Sunday, August 3, 2008

Los Altos Te Quiero


Según yo, there's no other place on earth more beautiful than Los Altos in the middle of the rainy season. Although the turquoise agave fields outlined with rust-colored soil are marvelous to behold, it's the generous and hospitable people that really make it worth the trip.






Monday, July 28, 2008

Herdez Salsa Halucination

This is the most frightening piece of advertising I have ever seen from any county, or any known universe whether parallel or otherwise. I think the Herdez people have been eating too many jalapeños.

Thursday, July 10, 2008

Happiness

Tonight I was supposed to go watch The Shining at The Ex Convento Del Carmen with a friend but she got stuck in traffic. I was too scared to watch Jack Nicholson wield an ax by myself, so I decided to roam the city. Instead of watching a creepy Stanley Kubric film, I got some great shots of shiny, happy Tapatíos.




This homeless man, who looks strikingly like Tracy Morgan's Woodrow the Bum character, was showing these kids how to fly an airplane on a string.



Tuesday, July 8, 2008

One crazy bag lady at a time.

Contrary to popular belief, there are hippies in Mexico.

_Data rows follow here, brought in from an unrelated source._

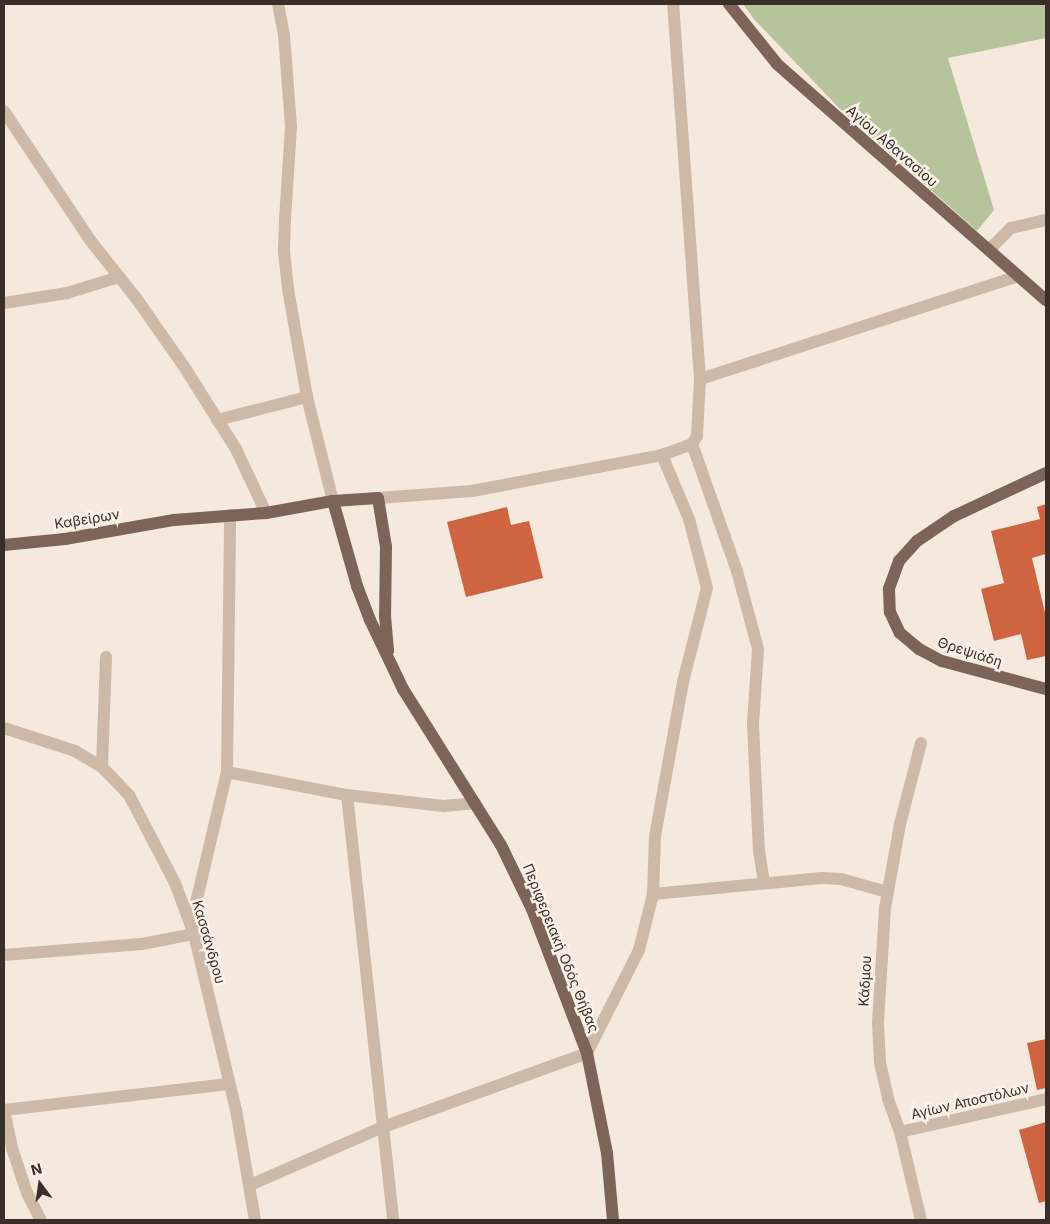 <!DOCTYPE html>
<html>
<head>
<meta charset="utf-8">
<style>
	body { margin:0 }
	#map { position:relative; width:1050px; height:1224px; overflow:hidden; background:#f4e9dc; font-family:Inter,sans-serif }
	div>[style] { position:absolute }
	.green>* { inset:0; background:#b6c49b }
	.building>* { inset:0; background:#ce6440 }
	.minor>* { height:12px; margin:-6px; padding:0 6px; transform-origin:6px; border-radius:6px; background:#cdb9a7 }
	.major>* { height:12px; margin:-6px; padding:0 6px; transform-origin:6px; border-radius:6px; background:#7c6458 }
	span { translate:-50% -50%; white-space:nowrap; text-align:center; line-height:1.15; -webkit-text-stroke:5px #fbf3e9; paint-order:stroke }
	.street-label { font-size:14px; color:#392e28 }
	.frame { position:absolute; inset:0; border:5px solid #392e28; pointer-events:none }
	.north { position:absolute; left:15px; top:1159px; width:50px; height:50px; -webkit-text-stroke:4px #fbf3e9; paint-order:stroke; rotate:346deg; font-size:14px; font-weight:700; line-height:20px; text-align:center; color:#392e28 }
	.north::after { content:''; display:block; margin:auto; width:18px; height:22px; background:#392e28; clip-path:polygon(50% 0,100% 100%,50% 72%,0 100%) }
</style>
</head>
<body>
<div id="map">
	<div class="green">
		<div style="clip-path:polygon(743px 4px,1046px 4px,1046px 38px,948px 58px,994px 210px,977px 231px,839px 108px,754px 19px)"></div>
	</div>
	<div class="building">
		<div style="clip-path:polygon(1046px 504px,1046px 554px,1032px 558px,1046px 617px,1046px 656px,1027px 660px,1021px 634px,994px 641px,981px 589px,1004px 583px,991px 531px,1040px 519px,1037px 507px)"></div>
		<div style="clip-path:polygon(507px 507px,511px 525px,529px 521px,543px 578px,466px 597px,447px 522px)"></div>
		<div style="clip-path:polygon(1046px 1039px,1046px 1088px,1037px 1090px,1027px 1043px)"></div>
		<div style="clip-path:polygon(1046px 1122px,1046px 1201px,1039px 1203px,1019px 1130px)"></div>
	</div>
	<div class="minor">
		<div style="left:278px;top:4px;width:32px;rotate:79deg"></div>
		<div style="left:284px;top:35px;width:92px;rotate:85.6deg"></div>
		<div style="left:291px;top:127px;width:93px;rotate:93.7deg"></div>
		<div style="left:285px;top:220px;width:31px;rotate:92deg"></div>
		<div style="left:284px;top:251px;width:38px;rotate:84deg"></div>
		<div style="left:288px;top:289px;width:110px;rotate:80deg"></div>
		<div style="left:307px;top:397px;width:107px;rotate:76deg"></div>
		<div style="left:4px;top:111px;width:155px;rotate:56.3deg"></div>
		<div style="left:90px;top:240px;width:74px;rotate:51.6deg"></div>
		<div style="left:136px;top:298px;width:85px;rotate:55deg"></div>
		<div style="left:185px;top:368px;width:96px;rotate:57.8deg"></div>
		<div style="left:236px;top:449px;width:71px;rotate:64.9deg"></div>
		<div style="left:989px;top:250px;width:31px;rotate:-45deg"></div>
		<div style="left:1011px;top:228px;width:36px;rotate:-13deg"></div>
		<div style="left:4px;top:303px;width:64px;rotate:-9deg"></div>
		<div style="left:67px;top:293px;width:54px;rotate:-17.1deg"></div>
		<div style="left:700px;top:379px;width:335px;rotate:-17.9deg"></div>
		<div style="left:217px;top:420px;width:93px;rotate:-14.3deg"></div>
		<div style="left:692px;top:444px;width:135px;rotate:70.5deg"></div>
		<div style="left:737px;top:571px;width:81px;rotate:74.9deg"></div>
		<div style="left:758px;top:649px;width:76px;rotate:93.8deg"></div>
		<div style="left:753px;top:725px;width:126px;rotate:87.3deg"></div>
		<div style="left:759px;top:851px;width:31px;rotate:81deg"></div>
		<div style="left:378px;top:498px;width:94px;rotate:-4.3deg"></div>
		<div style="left:472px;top:491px;width:193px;rotate:-10.7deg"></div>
		<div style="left:662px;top:455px;width:32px;rotate:-20deg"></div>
		<div style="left:692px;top:444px;width:9px;rotate:-58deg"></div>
		<div style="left:697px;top:436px;width:57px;rotate:-87deg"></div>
		<div style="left:700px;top:379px;width:376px;rotate:-94.1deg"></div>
		<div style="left:4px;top:728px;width:75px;rotate:17.9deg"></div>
		<div style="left:75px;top:751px;width:31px;rotate:31deg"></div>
		<div style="left:102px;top:767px;width:39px;rotate:46deg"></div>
		<div style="left:129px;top:795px;width:99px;rotate:62.4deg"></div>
		<div style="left:175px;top:883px;width:54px;rotate:69.6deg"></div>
		<div style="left:194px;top:934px;width:181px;rotate:76.6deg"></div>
		<div style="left:236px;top:1110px;width:112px;rotate:80.2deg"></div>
		<div style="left:921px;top:743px;width:84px;rotate:104.5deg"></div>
		<div style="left:900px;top:824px;width:85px;rotate:100.1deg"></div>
		<div style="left:885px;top:908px;width:115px;rotate:93.5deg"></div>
		<div style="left:878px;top:1023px;width:40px;rotate:87.1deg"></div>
		<div style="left:880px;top:1063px;width:37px;rotate:77deg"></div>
		<div style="left:888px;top:1099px;width:35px;rotate:70deg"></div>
		<div style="left:900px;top:1132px;width:90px;rotate:76.6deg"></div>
		<div style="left:102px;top:767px;width:110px;rotate:-87.9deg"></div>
		<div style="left:227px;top:772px;width:122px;rotate:10.9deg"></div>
		<div style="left:347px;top:795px;width:97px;rotate:6.5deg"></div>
		<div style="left:443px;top:806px;width:32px;rotate:-5deg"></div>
		<div style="left:347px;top:795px;width:427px;rotate:83.8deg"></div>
		<div style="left:653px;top:894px;width:169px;rotate:-5.4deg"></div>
		<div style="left:821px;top:878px;width:20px;rotate:3deg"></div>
		<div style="left:841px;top:879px;width:48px;rotate:15.8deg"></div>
		<div style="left:191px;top:924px;width:156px;rotate:-76.7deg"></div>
		<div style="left:227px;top:772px;width:257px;rotate:-89.3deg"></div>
		<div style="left:4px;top:955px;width:138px;rotate:-4.6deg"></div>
		<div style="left:142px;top:944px;width:53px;rotate:-10.9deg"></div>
		<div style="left:4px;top:1110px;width:226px;rotate:-6.6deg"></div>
		<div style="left:4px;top:1110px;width:39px;rotate:78deg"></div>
		<div style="left:12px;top:1148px;width:47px;rotate:71.6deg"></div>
		<div style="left:27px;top:1193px;width:30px;rotate:63deg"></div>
		<div style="left:900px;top:1132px;width:150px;rotate:-12.7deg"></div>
		<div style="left:250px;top:1185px;width:145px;rotate:-23.6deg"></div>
		<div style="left:383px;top:1127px;width:217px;rotate:-19.9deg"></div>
		<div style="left:587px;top:1053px;width:115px;rotate:-63.2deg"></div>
		<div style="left:639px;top:950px;width:58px;rotate:-76deg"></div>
		<div style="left:653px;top:894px;width:58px;rotate:-88deg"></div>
		<div style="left:655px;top:836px;width:157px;rotate:-79.7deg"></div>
		<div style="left:683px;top:682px;width:97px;rotate:-75.7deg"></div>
		<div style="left:707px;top:588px;width:71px;rotate:-104.6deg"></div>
		<div style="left:689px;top:519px;width:69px;rotate:-112.9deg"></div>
	</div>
	<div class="major">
		<div style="left:729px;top:4px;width:77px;rotate:51.3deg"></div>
		<div style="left:777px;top:64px;width:358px;rotate:41.3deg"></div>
		<div style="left:1046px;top:473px;width:102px;rotate:154.9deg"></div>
		<div style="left:954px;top:516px;width:45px;rotate:146deg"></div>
		<div style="left:917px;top:541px;width:27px;rotate:132deg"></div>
		<div style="left:899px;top:561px;width:30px;rotate:110deg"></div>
		<div style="left:889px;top:589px;width:23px;rotate:88deg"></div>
		<div style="left:890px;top:612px;width:23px;rotate:65deg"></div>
		<div style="left:900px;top:633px;width:25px;rotate:40deg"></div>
		<div style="left:919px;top:649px;width:26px;rotate:28deg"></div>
		<div style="left:942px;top:661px;width:108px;rotate:15.1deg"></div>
		<div style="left:333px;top:501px;width:88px;rotate:74.2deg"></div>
		<div style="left:357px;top:586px;width:36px;rotate:69deg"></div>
		<div style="left:370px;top:620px;width:76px;rotate:64.4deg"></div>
		<div style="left:403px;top:689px;width:184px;rotate:57.9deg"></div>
		<div style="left:501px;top:845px;width:71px;rotate:64.2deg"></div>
		<div style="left:532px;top:909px;width:154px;rotate:69.1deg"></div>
		<div style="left:587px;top:1053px;width:102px;rotate:78.7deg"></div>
		<div style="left:607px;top:1153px;width:67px;rotate:84.9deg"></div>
		<div style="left:4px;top:545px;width:61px;rotate:-5.6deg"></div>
		<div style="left:65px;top:539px;width:111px;rotate:-9.9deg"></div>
		<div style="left:174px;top:520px;width:92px;rotate:-4.4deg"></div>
		<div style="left:266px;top:513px;width:68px;rotate:-10.2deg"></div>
		<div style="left:333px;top:501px;width:45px;rotate:-3.8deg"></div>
		<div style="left:378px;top:498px;width:50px;rotate:80.7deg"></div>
		<div style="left:386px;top:547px;width:69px;rotate:90.8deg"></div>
		<div style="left:385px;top:616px;width:35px;rotate:85deg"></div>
	</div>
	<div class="street-label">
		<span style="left:892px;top:146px;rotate:41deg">Αγίου Αθανασίου</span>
		<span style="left:87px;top:519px;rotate:-9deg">Καβείρων</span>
		<span style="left:970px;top:652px;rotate:18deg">Θρεψιάδη</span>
		<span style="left:209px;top:942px;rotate:74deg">Κασσάνδρου</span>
		<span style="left:561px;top:948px;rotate:68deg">Περιφερειακή Οδός Θήβας</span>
		<span style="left:865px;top:981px;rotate:-87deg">Κάδμου</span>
		<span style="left:970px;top:1101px;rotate:-13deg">Αγίων Αποστόλων</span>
	</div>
	<div class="frame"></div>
	<div class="north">N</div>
</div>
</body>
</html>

They just get stared at and mocked by small children.
On Saturday Mexico's Environmental Ministry orchestrated the planting of 9 million trees across the country.Organizations like Greenpeace are saying it wasn't good enough. I'm saying, it's one giant freaking leap.
I wanted to celebrate the tree planting by going out and buying a canvas shopping bag because I go to the super at least three times a week and every time I end up with like 17 different plastic bags.I picked out a super lame gray bag with a picture of an earth with a Band-Aid on it. I'm trying to be as literal as possible, ok, and I'll tell you why. After I bought the bag the woman at the cash register told me that I couldn't leave the store without putting my new canvas bag in a plastic bag. I told her, I was buying the bag because I don't like plastic bags.
She had to staple the receipt to my new earth Band-Aid tote and personally escort me to the security guard who gave me permission to leave the store. It's an uphill battle here folks, and I haven't even taken it to the grocery store yet. I have a feeling that the little old ladies who get paid loose change to bag groceries are going to chase me down with a pitchfork.

Dancin' in the Street

Here's a group of Aztec warriors in their street clothes. Every year the Grupo Ritual Azteca de los Hermanos Placencia practices three nights a week for three months to prepare for the tribute to the Virgen de Guadalupe in Zapopan.

I promise I'll get better at video soon!

Wednesday, July 2, 2008

Salmonella Sandwich

You know me, always willing to put my life on the line in the name of journalism. After reading report after report about people freaking out about the salmonella tomatoes coming from Mexico I decided to be like "12 on Your Side" and take action. Alegría Tapatía went to the streets to see what it's actually like to eat a sandwich filled with killer Mexican tomatoes.


The sandwich in question, served with a side of tasty lime and pepper potato chips.


Contemplating Mortality


Not bad, although I could have done with less of the jalapeño flavored carrots.BTW this shirt is the mandatory fashion for Mexico. ALL HAND-EMBROIDERED ALL THE TIME!


Here I am two hours later, still alive and back at work serving the public good.


It's not that I don't believe that the evil tomatoes are coming from down here - lord knows I've been to many a tianguis where the vendor stacked produce and car batteries like one giant lasagna. However, it seems to be getting to the point where we had an "Africanized killer bees"situation. It's like, "oh no, don't let in the Mexican tomatoes they'll steal your lawn mower and date your daughter." The FDA still can't even figure out where the outbreak is coming from.
“It’s important to control expectations, and it’s possible that this investigation will not ultimately provide a smoking gun,” David Acheson, the FDA’s associate commissioner for foods, said at a recent news conference, as reported by the Wall Street Journal. “That’s not that unusual with tomato outbreaks.”
At least now they can count out my loncheria, GDL Frutylact.